==== Data section ====

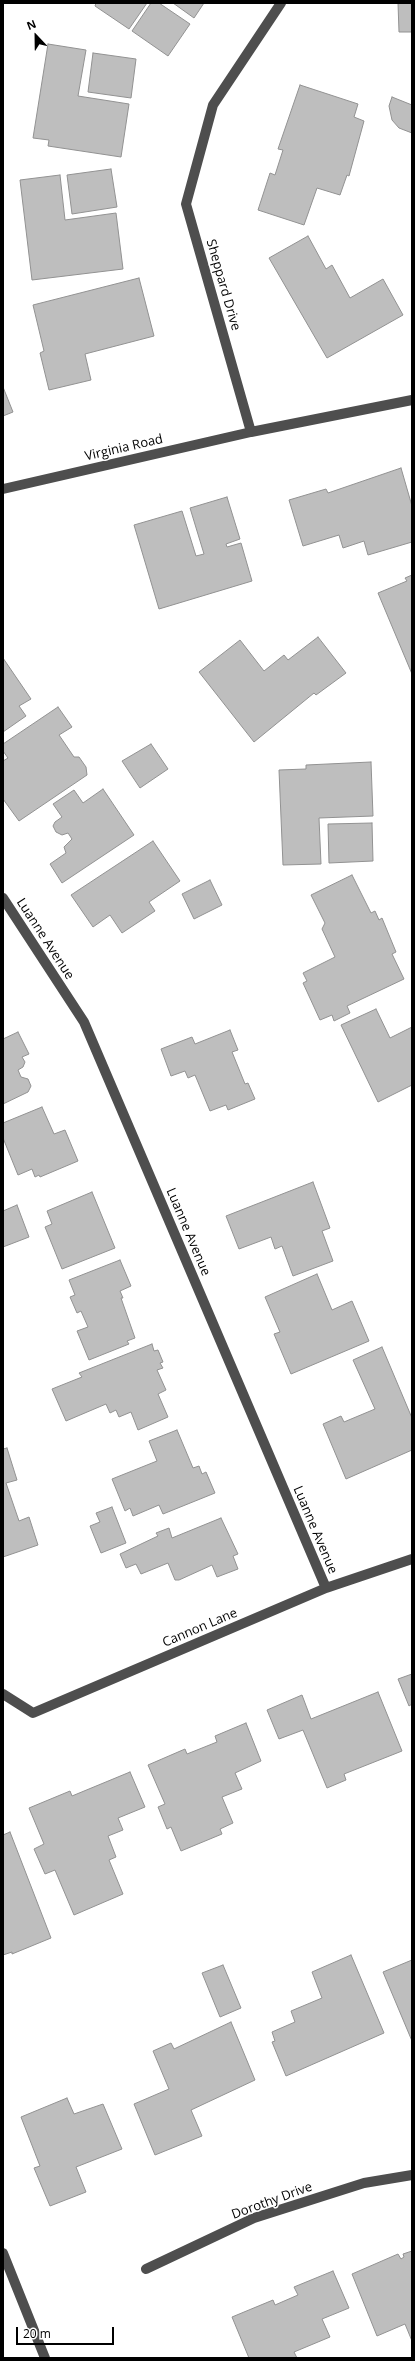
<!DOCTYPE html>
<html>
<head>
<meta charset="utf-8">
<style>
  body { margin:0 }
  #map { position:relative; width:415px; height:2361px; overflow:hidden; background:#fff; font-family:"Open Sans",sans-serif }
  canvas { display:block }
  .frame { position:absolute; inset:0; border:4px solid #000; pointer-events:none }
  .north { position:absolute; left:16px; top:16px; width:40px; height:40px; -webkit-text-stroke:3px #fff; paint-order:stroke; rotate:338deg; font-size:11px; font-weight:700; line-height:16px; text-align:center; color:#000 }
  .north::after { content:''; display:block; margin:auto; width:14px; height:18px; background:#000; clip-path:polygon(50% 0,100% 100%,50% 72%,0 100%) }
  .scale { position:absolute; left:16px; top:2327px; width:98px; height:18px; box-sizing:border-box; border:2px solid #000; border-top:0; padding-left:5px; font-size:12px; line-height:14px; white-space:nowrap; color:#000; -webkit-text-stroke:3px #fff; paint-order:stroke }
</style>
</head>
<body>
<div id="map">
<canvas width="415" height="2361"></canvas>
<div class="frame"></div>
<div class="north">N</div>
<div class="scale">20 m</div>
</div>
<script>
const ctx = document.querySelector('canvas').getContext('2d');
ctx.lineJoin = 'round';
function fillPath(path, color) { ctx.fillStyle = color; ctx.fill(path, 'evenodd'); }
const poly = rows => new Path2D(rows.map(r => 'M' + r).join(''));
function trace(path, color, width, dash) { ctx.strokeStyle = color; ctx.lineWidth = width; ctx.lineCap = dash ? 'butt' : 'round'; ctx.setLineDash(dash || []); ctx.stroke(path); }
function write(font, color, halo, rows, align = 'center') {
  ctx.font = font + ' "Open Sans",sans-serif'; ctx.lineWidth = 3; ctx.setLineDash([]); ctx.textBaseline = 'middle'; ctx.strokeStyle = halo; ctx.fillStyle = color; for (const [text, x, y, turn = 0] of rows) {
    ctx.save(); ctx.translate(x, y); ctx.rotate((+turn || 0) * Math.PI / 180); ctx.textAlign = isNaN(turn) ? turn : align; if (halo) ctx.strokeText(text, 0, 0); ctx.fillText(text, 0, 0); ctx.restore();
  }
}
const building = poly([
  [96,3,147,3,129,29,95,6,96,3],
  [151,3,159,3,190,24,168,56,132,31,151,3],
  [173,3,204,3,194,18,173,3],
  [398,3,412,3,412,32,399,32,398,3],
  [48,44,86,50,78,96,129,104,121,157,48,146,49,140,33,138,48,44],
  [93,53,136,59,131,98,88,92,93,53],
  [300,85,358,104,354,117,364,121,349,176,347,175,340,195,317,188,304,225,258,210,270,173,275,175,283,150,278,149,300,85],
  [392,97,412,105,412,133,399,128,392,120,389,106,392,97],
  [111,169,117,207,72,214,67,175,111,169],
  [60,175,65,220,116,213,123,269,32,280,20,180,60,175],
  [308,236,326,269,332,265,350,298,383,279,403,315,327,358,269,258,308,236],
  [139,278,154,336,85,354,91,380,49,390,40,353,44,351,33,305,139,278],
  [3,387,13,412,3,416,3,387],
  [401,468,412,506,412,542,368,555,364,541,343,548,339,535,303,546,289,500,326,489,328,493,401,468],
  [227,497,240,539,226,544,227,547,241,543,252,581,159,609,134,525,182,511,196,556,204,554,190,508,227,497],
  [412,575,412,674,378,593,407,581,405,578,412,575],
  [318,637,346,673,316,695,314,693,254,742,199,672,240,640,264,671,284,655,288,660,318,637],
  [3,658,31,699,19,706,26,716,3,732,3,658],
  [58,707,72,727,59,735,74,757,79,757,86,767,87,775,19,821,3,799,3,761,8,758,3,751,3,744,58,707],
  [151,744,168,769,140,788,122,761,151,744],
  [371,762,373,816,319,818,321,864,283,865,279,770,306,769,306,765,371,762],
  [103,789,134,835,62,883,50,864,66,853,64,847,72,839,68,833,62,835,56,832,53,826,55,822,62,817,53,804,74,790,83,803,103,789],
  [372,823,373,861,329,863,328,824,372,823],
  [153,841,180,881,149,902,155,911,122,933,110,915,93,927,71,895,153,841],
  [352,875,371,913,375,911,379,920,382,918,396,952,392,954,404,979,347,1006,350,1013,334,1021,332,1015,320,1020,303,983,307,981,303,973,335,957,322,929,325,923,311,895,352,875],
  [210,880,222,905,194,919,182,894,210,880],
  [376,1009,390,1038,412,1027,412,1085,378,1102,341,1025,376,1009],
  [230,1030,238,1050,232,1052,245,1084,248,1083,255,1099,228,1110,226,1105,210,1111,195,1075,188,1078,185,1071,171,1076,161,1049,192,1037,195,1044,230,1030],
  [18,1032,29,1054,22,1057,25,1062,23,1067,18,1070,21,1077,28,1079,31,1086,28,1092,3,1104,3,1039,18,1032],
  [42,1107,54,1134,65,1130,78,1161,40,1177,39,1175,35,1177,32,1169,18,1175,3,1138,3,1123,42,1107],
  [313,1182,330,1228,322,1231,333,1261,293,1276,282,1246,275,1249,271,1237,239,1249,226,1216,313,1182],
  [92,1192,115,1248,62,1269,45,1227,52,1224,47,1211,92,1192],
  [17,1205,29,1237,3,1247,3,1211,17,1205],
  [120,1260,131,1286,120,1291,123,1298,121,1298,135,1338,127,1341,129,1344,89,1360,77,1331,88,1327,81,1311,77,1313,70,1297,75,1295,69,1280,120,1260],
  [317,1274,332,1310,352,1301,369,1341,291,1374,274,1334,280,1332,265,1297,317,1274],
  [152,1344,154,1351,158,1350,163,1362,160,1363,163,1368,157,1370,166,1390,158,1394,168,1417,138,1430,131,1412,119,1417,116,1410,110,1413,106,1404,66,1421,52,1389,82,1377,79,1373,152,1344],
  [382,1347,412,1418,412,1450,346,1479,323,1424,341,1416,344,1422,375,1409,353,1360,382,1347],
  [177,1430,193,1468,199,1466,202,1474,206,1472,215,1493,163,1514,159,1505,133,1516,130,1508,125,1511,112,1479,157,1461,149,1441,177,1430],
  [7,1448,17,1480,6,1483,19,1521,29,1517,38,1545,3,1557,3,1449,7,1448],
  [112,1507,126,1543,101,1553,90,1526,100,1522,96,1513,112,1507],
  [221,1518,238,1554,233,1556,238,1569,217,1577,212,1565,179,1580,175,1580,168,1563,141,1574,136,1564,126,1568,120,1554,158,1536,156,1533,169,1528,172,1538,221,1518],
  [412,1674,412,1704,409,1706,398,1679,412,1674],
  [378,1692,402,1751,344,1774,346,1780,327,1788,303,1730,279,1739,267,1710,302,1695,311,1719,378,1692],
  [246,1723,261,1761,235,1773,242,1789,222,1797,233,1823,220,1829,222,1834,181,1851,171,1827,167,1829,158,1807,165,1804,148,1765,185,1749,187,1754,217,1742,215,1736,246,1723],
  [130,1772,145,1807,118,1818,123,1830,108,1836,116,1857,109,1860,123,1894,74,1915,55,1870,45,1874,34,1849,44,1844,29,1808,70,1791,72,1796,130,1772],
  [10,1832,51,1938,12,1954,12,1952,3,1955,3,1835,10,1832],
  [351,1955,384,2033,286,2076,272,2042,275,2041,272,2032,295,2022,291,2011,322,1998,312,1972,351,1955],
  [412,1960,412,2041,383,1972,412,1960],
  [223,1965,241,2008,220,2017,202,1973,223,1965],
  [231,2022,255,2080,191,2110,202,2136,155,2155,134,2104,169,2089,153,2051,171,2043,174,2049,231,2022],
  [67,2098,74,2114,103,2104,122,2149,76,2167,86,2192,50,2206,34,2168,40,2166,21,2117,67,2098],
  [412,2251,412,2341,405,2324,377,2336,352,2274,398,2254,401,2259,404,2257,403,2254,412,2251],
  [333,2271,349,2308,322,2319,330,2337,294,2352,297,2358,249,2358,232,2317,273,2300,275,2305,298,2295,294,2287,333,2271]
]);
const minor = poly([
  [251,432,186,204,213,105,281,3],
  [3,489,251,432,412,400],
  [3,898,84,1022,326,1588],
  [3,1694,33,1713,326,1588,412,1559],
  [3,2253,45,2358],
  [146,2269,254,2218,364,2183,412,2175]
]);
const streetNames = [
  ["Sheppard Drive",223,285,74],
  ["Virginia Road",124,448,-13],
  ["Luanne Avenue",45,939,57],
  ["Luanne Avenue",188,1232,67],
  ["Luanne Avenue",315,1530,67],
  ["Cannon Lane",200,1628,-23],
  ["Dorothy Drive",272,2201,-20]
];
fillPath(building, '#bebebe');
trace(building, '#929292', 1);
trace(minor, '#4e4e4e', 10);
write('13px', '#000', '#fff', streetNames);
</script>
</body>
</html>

====

> What you have to do: Go through the listing above and pull out each line containing the word "turn".

> Task result:
  ctx.font = font + ' "Open Sans",sans-serif'; ctx.lineWidth = 3; ctx.setLineDash([]); ctx.textBaseline = 'middle'; ctx.strokeStyle = halo; ctx.fillStyle = color; for (const [text, x, y, turn = 0] of rows) {
    ctx.save(); ctx.translate(x, y); ctx.rotate((+turn || 0) * Math.PI / 180); ctx.textAlign = isNaN(turn) ? turn : align; if (halo) ctx.strokeText(text, 0, 0); ctx.fillText(text, 0, 0); ctx.restore();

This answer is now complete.